The Eleventh's editors and printers were a trio of soldiers: Corporal Charles Wright and Privates Hiram Howard and Henry Lambright. Their paper reflected the experiences of Union soldiers wintering in an occupied, but friendly, town. Articles shared the news of soldiers' deaths and marriages, local political sentiments, and the regimental church. Access to a telegraph and correspondents beyond Point Pleasant allowed readers to stay abreast of military affairs beyond their immediate vicinity, and news poured in from across West Virginia and Tennessee. Poetry provided a degree of entertainment. Though the paper published several issues, only one remains extant.
As spring arrived, the regiment split up and the newspaper changed hands. In mid-April, the majority of the 11th Ohio departed Point Pleasant, leaving behind only Company F to guard government supplies. The 11th Ohio Infantry boasted an illustrious, if bloody, tenure during the remainder of the war.

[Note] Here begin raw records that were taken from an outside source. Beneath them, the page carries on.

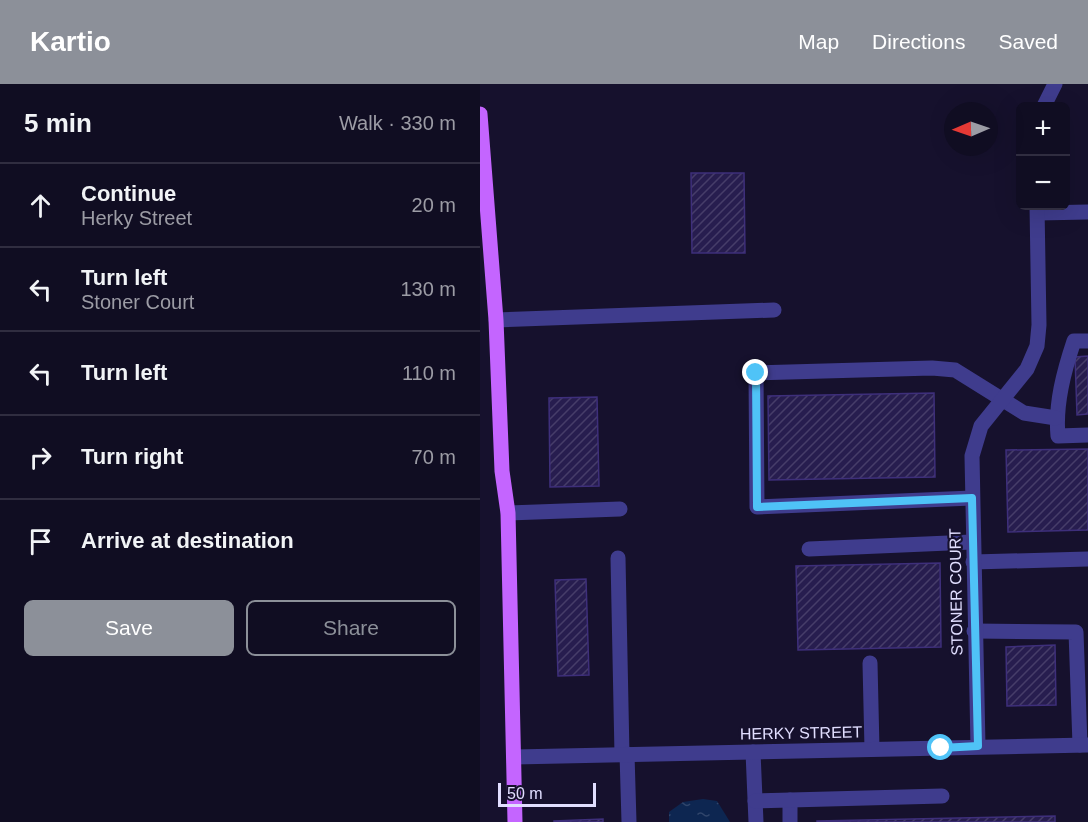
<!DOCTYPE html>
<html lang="en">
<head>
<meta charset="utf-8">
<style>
	:root { --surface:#100d22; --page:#19162a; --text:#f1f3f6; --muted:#9c9ca5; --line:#302d40; --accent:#8c9099 }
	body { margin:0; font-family:Arial,sans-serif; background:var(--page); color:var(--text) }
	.controls { position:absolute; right:18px; top:18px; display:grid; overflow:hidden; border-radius:9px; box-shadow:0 6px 24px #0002 }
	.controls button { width:54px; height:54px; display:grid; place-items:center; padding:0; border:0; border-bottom:2px solid var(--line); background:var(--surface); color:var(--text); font:30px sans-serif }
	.compass { position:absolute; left:464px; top:18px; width:54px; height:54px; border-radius:50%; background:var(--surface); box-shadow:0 6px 24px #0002; rotate:268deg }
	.scale { position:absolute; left:18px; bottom:15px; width:98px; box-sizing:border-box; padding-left:6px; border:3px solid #e1deff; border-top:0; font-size:16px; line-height:21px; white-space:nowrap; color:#e1deff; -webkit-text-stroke:4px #16112d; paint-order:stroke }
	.stop { position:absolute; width:18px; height:18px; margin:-14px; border:4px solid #4fc3f7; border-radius:50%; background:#fff }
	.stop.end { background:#4fc3f7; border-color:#fff; box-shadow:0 2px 6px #0008 }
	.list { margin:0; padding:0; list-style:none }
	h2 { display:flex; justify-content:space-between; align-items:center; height:78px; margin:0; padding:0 24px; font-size:26px }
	h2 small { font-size:20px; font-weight:400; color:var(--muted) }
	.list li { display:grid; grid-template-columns:39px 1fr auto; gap:18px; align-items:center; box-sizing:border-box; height:84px; padding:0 24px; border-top:2px solid var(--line) }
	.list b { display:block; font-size:22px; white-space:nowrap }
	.list p { margin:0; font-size:20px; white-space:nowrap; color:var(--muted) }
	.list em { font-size:20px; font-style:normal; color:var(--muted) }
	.actions { display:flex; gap:12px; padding:18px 24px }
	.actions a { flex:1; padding:14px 0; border:2px solid var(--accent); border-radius:9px; text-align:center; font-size:21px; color:var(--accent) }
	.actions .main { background:var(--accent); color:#fff }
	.icon { flex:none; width:33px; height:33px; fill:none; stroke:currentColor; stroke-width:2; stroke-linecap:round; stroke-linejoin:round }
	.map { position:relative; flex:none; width:608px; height:738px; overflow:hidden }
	header { display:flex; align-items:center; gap:36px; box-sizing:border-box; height:84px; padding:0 30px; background:var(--accent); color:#fff }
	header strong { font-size:28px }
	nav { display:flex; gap:33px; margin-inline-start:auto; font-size:21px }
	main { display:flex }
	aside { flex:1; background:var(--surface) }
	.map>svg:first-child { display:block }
	.water { fill:url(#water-ripples) }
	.building { fill:url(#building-hatch); stroke:#3e2f7b; stroke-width:1.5 }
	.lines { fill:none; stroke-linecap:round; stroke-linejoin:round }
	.minor { stroke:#3f3c8d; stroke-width:15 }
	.major { stroke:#c465ff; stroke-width:15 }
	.route { stroke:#4fc3f7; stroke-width:8 }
	.labels { text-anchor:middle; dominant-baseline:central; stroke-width:4.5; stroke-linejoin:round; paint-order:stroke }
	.street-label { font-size:16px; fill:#e1deff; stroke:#16112d }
</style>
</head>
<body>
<header>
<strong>Kartio</strong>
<nav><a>Map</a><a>Directions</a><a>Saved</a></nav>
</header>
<main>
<aside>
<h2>5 min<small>Walk · 330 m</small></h2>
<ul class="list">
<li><svg class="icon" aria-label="ahead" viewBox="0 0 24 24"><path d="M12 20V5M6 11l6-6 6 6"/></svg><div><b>Continue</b><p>Herky Street</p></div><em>20 m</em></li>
<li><svg class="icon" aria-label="left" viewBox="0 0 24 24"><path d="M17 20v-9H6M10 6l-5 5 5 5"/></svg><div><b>Turn left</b><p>Stoner Court</p></div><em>130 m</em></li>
<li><svg class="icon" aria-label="left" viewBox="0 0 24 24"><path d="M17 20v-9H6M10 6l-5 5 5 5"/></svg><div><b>Turn left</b></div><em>110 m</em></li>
<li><svg class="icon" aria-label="right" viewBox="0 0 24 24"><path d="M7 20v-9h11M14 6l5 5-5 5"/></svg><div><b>Turn right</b></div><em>70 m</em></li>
<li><svg class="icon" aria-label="arrive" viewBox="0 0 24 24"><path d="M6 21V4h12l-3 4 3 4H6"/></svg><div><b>Arrive at destination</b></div></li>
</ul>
<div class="actions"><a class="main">Save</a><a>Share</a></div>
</aside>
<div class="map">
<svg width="608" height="738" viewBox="0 0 608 738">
	<defs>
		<pattern id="water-ripples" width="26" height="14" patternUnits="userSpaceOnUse" patternTransform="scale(1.5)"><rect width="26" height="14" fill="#0d2651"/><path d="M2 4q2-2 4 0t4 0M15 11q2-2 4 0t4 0" fill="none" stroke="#30456b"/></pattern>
		<pattern id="building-hatch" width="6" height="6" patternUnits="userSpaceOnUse" patternTransform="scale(1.5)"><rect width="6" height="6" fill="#271d4f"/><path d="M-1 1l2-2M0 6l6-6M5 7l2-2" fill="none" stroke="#463d69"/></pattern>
	</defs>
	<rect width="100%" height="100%" fill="#16112d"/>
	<polygon class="water" points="223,715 237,717 250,738 189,738 189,728 203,718"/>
	<g class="building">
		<polygon points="211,89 264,89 265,169 212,169"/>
		<polygon points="608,272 608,330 597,331 595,273"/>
		<polygon points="454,309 455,393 289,396 288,312"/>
		<polygon points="117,313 119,402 70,403 69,314"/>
		<polygon points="608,365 608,446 528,448 526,366"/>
		<polygon points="460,479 461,563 318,566 316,482"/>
		<polygon points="106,495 109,591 78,592 75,496"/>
		<polygon points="575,561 576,621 527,622 526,563"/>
		<polygon points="575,732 575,738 337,738 337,737"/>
		<polygon points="123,735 123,738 74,738 74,737"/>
	</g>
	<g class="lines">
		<g class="minor">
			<polyline points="564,22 575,0"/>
			<polyline points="558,129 608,128"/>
			<polyline points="16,236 294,226"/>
			<path d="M608,257H594C584,287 575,320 578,352L608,351"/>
			<polyline points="492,414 277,423 276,289 452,284 475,286 544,329 576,334"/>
			<polyline points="28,429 140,425"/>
			<polyline points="329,465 492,458"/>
			<polyline points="138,474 142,671"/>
			<polyline points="493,478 608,475"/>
			<polyline points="494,547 596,548 600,661"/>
			<polyline points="390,579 392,665"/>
			<polyline points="498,662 492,372 501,342 547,285 557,262 559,241 557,122"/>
			<polyline points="273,668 276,738"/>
			<polyline points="147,670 149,738"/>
			<polyline points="34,673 608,661"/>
			<polyline points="310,716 310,738"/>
			<polyline points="275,717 462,712"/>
		</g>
		<polyline class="major" points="0,30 16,236 22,387 28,429 35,738"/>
	</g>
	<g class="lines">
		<polyline class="route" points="276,289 277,423 492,414 498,662 461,664"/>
	</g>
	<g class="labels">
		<g class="street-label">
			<text transform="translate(476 508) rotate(-91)">STONER COURT</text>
			<text transform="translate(321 649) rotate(-1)">HERKY STREET</text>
		</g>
	</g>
</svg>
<div class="controls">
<button>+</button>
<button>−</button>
</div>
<svg class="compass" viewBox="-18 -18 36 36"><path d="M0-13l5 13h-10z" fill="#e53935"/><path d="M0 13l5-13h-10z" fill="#9c9ca5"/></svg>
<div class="scale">50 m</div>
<div class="stop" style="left:461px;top:664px"></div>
<div class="stop end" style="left:276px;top:289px"></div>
</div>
</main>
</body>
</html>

A testament to its service was the bravery of Private Hiram Howard, former editor the Eleventh Ohio, who captured the flag of the 18th Alabama Infantry in hand-to-hand combat atop Missionary Ridge in November, 1863. His act of bravery earned him the Medal of Honor.
Although the Eleventh Ohio ceased publication when the bulk of the regiment left town, Private Elijah H. Ever of Company F resumed publication of the newspaper, devoting it specifically to the interests of his company and apparently renaming the paper the Piqua Invincible, a reference to the company's nickname and hometown. No known copies of the Invincible exist.